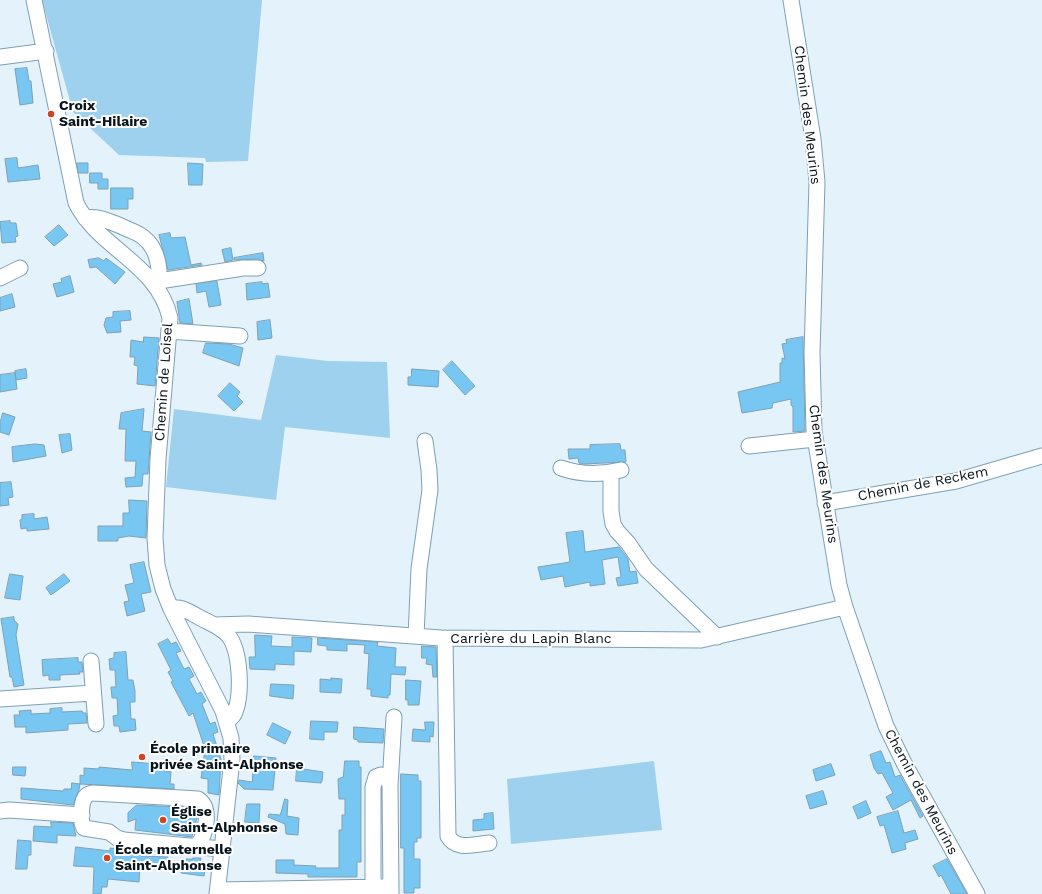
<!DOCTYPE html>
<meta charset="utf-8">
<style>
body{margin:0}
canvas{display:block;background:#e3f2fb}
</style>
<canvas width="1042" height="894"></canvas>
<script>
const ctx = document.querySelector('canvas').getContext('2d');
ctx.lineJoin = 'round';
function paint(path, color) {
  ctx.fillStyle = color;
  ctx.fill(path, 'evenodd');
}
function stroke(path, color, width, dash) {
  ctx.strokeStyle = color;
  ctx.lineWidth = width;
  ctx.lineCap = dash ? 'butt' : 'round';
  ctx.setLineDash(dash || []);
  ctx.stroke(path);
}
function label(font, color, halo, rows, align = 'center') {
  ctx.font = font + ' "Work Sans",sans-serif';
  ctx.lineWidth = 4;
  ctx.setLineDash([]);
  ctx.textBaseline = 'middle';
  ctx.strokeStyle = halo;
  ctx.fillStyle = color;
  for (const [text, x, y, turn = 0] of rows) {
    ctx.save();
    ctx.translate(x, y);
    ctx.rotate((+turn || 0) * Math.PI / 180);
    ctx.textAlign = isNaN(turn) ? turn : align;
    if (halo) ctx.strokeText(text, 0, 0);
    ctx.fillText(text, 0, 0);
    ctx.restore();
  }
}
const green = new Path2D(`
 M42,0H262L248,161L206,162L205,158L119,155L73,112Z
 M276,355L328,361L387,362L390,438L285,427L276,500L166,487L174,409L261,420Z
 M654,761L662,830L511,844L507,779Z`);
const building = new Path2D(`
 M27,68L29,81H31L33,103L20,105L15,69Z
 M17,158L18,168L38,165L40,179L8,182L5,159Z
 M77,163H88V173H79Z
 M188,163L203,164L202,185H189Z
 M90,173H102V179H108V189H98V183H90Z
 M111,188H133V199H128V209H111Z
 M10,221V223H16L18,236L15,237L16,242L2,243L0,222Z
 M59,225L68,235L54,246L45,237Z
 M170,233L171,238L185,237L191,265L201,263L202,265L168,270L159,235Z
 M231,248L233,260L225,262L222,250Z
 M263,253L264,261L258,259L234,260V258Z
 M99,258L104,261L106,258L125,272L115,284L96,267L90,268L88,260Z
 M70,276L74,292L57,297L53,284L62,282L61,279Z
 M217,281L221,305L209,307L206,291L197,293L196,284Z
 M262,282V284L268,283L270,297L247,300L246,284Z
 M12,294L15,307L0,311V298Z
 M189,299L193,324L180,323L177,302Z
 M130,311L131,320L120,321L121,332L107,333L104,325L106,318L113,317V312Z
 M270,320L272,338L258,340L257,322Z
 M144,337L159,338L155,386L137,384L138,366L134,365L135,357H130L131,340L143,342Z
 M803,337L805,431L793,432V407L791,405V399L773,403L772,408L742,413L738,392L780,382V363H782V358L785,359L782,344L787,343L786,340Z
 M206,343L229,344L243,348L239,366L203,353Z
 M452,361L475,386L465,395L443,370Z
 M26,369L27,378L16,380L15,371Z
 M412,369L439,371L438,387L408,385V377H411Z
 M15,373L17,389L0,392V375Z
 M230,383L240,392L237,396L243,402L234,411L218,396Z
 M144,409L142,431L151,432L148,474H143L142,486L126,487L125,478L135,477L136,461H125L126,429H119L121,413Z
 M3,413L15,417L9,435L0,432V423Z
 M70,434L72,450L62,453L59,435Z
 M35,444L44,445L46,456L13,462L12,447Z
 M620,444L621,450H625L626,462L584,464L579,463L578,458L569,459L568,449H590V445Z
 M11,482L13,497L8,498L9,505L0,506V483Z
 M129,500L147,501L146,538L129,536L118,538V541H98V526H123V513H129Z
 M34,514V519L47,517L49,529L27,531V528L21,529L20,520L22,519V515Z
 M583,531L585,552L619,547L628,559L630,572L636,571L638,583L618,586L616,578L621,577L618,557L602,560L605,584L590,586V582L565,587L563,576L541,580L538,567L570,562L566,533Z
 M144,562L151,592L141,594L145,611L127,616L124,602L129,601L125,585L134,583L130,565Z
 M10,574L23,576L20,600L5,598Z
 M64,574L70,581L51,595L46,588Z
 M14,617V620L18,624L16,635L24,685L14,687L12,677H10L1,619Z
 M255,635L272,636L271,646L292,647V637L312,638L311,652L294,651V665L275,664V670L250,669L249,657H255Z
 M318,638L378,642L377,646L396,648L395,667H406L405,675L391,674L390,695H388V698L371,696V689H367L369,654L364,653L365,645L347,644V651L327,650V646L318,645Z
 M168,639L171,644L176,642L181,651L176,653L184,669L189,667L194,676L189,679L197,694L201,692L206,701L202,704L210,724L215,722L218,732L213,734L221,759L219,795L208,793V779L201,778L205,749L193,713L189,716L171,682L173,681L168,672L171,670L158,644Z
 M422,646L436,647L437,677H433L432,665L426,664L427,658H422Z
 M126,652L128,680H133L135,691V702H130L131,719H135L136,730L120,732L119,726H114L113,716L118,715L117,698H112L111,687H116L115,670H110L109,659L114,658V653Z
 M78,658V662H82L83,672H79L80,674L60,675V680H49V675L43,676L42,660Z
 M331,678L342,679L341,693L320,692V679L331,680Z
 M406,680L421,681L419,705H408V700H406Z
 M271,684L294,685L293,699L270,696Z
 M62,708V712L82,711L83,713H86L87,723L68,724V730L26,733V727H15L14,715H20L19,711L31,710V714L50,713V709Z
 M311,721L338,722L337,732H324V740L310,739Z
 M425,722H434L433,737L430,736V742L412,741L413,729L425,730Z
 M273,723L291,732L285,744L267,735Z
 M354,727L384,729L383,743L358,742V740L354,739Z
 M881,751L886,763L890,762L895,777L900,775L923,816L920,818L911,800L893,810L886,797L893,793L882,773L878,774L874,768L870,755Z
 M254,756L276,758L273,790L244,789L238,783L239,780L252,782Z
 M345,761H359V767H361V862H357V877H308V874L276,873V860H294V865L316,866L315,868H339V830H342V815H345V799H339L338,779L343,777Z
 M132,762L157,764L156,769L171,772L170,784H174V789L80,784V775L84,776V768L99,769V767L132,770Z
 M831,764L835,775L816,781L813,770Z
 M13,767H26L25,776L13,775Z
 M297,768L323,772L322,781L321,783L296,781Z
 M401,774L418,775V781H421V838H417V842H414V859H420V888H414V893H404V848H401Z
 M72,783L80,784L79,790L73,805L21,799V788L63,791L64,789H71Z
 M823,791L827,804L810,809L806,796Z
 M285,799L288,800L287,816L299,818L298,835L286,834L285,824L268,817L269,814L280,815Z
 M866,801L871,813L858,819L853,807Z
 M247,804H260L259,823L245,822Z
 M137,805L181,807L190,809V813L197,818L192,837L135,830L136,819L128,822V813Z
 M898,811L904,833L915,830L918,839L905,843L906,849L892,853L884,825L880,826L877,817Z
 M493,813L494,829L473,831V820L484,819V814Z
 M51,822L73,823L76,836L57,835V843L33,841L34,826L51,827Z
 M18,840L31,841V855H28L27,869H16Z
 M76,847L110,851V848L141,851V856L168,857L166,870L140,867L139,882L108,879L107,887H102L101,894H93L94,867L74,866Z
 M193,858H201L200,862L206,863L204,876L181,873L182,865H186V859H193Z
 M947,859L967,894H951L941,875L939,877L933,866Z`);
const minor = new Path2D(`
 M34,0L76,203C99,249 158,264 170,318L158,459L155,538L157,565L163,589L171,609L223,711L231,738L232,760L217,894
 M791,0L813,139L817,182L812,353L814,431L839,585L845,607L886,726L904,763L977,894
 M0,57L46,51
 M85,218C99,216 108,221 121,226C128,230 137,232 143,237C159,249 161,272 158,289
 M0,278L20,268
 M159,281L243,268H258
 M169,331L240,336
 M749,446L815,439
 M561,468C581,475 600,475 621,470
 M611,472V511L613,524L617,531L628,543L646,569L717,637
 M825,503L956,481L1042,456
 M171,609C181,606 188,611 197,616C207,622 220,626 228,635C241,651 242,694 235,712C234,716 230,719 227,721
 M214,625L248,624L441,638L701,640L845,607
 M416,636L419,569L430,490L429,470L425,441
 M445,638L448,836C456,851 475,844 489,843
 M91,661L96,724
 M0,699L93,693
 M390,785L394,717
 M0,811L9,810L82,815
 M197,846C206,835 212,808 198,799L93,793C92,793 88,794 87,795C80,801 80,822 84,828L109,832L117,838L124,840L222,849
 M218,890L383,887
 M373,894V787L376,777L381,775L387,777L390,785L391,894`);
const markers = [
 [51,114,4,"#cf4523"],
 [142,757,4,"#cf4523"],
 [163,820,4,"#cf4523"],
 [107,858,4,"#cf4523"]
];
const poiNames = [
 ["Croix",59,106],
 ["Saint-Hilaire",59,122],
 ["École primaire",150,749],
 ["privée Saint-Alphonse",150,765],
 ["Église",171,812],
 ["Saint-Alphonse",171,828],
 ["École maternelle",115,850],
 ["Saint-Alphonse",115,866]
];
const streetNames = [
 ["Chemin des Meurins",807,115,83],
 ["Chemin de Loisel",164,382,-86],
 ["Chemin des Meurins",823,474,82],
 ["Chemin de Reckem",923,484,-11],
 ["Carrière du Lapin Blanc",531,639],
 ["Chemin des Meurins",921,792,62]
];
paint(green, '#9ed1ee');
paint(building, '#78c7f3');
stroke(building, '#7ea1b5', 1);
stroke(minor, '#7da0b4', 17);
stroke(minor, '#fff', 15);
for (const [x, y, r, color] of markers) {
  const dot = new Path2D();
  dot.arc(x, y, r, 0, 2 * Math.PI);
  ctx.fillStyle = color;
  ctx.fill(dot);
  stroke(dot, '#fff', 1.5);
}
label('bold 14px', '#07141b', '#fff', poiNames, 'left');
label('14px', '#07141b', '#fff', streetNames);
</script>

┄┄┄┄┄┄┄┄┄┄┄┄┄┄┄┄┄┄┄┄

In the listing above, start at the line with "M78,658V662H82L83,672H79L80,674L60,675V680H49V675L43,676L42,660Z", go on through the line with "M749,446L815,439", and copy each of those lines exactly; leave out all the rest.

 M78,658V662H82L83,672H79L80,674L60,675V680H49V675L43,676L42,660Z
 M331,678L342,679L341,693L320,692V679L331,680Z
 M406,680L421,681L419,705H408V700H406Z
 M271,684L294,685L293,699L270,696Z
 M62,708V712L82,711L83,713H86L87,723L68,724V730L26,733V727H15L14,715H20L19,711L31,710V714L50,713V709Z
 M311,721L338,722L337,732H324V740L310,739Z
 M425,722H434L433,737L430,736V742L412,741L413,729L425,730Z
 M273,723L291,732L285,744L267,735Z
 M354,727L384,729L383,743L358,742V740L354,739Z
 M881,751L886,763L890,762L895,777L900,775L923,816L920,818L911,800L893,810L886,797L893,793L882,773L878,774L874,768L870,755Z
 M254,756L276,758L273,790L244,789L238,783L239,780L252,782Z
 M345,761H359V767H361V862H357V877H308V874L276,873V860H294V865L316,866L315,868H339V830H342V815H345V799H339L338,779L343,777Z
 M132,762L157,764L156,769L171,772L170,784H174V789L80,784V775L84,776V768L99,769V767L132,770Z
 M831,764L835,775L816,781L813,770Z
 M13,767H26L25,776L13,775Z
 M297,768L323,772L322,781L321,783L296,781Z
 M401,774L418,775V781H421V838H417V842H414V859H420V888H414V893H404V848H401Z
 M72,783L80,784L79,790L73,805L21,799V788L63,791L64,789H71Z
 M823,791L827,804L810,809L806,796Z
 M285,799L288,800L287,816L299,818L298,835L286,834L285,824L268,817L269,814L280,815Z
 M866,801L871,813L858,819L853,807Z
 M247,804H260L259,823L245,822Z
 M137,805L181,807L190,809V813L197,818L192,837L135,830L136,819L128,822V813Z
 M898,811L904,833L915,830L918,839L905,843L906,849L892,853L884,825L880,826L877,817Z
 M493,813L494,829L473,831V820L484,819V814Z
 M51,822L73,823L76,836L57,835V843L33,841L34,826L51,827Z
 M18,840L31,841V855H28L27,869H16Z
 M76,847L110,851V848L141,851V856L168,857L166,870L140,867L139,882L108,879L107,887H102L101,894H93L94,867L74,866Z
 M193,858H201L200,862L206,863L204,876L181,873L182,865H186V859H193Z
 M947,859L967,894H951L941,875L939,877L933,866Z`);
const minor = new Path2D(`
 M34,0L76,203C99,249 158,264 170,318L158,459L155,538L157,565L163,589L171,609L223,711L231,738L232,760L217,894
 M791,0L813,139L817,182L812,353L814,431L839,585L845,607L886,726L904,763L977,894
 M0,57L46,51
 M85,218C99,216 108,221 121,226C128,230 137,232 143,237C159,249 161,272 158,289
 M0,278L20,268
 M159,281L243,268H258
 M169,331L240,336
 M749,446L815,439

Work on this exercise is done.